A Place to Breathe

When my mother died on December 18, 1983, my childhood ended.

I was twelve years old.

The first Mother’s Day afterward, my sister Carol and I were in a department store together when I told her we needed to buy Momma a card. I said it instinctively, without thinking. For one brief moment, life returned to normal. My brain reached backward into the world as it had once existed and grabbed hold of an ordinary task.

Buy Momma a Mother’s Day card.

I think Carol may have thought I was trying to be funny at first. Maybe cruel in the careless way little brothers sometimes are. But then it hit me.

I remembered.

Not gently, either. It all came back at once. The hospital. The loss. The finality of it. The horrible understanding that there would never again be a card to buy.

Carol had to lead me out of the store because I couldn’t see through the sudden onslaught of tears, and I suddenly couldn’t breathe.

That moment stayed with me for years. Decades, really.

Sometimes grief does that. It waits quietly behind ordinary things. A greeting card aisle. A smell. A song. A holiday. Then suddenly you are no longer standing in the present moment at all. You are twelve years old again, reliving the exact second your world split into Before and After.

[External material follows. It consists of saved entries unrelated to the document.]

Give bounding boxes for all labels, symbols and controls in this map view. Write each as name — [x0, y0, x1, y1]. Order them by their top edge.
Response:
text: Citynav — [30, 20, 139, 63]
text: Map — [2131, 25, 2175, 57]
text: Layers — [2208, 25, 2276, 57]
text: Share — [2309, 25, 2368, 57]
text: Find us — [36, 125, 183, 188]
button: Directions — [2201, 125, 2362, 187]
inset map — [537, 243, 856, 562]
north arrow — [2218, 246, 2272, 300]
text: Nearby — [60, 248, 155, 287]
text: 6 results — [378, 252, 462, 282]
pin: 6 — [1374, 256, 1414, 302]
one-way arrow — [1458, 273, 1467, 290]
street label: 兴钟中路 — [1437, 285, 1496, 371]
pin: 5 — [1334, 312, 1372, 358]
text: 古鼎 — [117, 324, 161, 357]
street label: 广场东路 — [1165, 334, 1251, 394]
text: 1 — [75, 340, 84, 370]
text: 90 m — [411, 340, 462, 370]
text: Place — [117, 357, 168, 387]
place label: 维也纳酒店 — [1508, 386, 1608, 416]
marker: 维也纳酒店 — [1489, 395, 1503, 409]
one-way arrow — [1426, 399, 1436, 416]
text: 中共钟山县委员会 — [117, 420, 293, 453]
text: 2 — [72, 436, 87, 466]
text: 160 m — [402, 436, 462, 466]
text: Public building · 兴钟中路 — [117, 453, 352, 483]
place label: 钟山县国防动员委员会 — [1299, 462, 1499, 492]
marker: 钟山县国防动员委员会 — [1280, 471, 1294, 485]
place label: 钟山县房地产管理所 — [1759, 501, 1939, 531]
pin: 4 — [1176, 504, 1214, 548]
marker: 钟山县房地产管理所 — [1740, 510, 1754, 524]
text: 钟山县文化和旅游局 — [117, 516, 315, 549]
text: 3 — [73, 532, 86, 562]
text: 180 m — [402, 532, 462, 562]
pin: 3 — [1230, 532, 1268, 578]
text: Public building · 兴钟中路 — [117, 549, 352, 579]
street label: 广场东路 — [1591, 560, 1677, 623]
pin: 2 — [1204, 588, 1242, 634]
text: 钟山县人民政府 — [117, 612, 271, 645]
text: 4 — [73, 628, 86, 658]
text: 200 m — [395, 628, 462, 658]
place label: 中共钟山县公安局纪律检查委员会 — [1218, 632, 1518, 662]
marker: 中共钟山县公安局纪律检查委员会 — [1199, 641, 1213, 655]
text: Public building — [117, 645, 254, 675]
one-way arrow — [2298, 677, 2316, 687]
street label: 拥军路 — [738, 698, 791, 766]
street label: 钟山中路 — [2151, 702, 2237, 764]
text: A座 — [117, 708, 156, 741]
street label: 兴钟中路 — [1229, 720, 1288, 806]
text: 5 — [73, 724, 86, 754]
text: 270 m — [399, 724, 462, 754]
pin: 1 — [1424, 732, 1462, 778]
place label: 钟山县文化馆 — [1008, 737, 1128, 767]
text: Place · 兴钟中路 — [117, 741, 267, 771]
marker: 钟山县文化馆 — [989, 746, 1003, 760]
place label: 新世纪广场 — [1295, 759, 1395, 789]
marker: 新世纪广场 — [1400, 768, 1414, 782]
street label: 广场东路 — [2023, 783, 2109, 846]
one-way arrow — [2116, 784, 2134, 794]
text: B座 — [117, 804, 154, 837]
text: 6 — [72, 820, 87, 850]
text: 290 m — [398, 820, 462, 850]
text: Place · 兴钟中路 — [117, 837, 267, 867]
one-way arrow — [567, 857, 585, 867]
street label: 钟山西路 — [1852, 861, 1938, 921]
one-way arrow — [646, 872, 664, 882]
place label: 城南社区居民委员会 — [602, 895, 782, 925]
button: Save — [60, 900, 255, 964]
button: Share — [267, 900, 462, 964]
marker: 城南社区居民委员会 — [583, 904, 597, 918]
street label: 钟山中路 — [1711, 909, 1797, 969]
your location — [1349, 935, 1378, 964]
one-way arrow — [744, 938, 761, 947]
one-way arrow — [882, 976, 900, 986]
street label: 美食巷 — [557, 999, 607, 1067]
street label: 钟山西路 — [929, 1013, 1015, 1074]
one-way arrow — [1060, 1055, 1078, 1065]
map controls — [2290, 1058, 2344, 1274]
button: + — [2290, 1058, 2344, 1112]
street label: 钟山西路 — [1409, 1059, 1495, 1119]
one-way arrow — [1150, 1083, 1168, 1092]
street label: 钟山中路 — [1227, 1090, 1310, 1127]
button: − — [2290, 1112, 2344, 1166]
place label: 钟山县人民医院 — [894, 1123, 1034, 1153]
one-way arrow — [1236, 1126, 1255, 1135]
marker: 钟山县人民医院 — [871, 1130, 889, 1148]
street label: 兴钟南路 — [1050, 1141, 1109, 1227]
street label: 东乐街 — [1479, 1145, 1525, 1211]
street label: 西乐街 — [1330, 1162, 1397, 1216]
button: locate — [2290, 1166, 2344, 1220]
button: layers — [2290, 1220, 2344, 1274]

I think that’s part of why Phoenix affected me the way it did. Childhood trauma didn’t happen to me there. I’ve never been a drunk there. People didn’t abandon me there. Quite the opposite, really. It was healing, and acceptance. Adoption.

People hear me talk about Phoenix and assume I’m chasing fantasy. But the truth is much smaller and much more human than that.

I don’t dream about luxury high-rises or wealth or becoming someone important.

I dream about peace.

I picture a modest apartment with history in its walls. The kind of place a person slowly transforms into home. I picture early mornings and long workdays and neighbors who know my name. I imagine children in the neighborhood eventually calling me Uncle Ray, or maybe even Tío Ramón - if I’m lucky enough to earn that.

I imagine desert sunsets painting the sky behind the silhouettes of palm trees and mountain ridges. The feeling of light and life and renewed hope. I envision possibility.

I see freedom.

Not freedom from responsibility. Freedom to finally exhale.

Because that’s what the desert gave me the first time I arrived there. Not excitement exactly. Not escape.

Relief. Rest. A sense that it was okay to be broken, and also possible to be healed.

For the first time since childhood, I felt my spirit unclench.

Every time my plane leaves Phoenix Sky Harbor, I feel something I struggle to explain to people. It reminds me of my sister leading me out of that department store all those years ago. That same ache of being pulled away from the place where, for one fleeting moment, everything felt whole again.

But I think I finally understand something now.

Peace is not betrayal, and wanting joy after grief is not abandonment.

And if my mother were here today, she would not tell me to stop dreaming. She would probably already have me packed and halfway to Arizona.

I often picture her there.

Happy.

And somehow, when I picture that version of her standing beneath a desert sunset, smiling because her son finally found a place where he could breathe again, the guilt disappears for a little while.

Maybe that’s what healing actually is.

Not forgetting the people we lost.

Just finally allowing ourselves to keep living after they’re gone.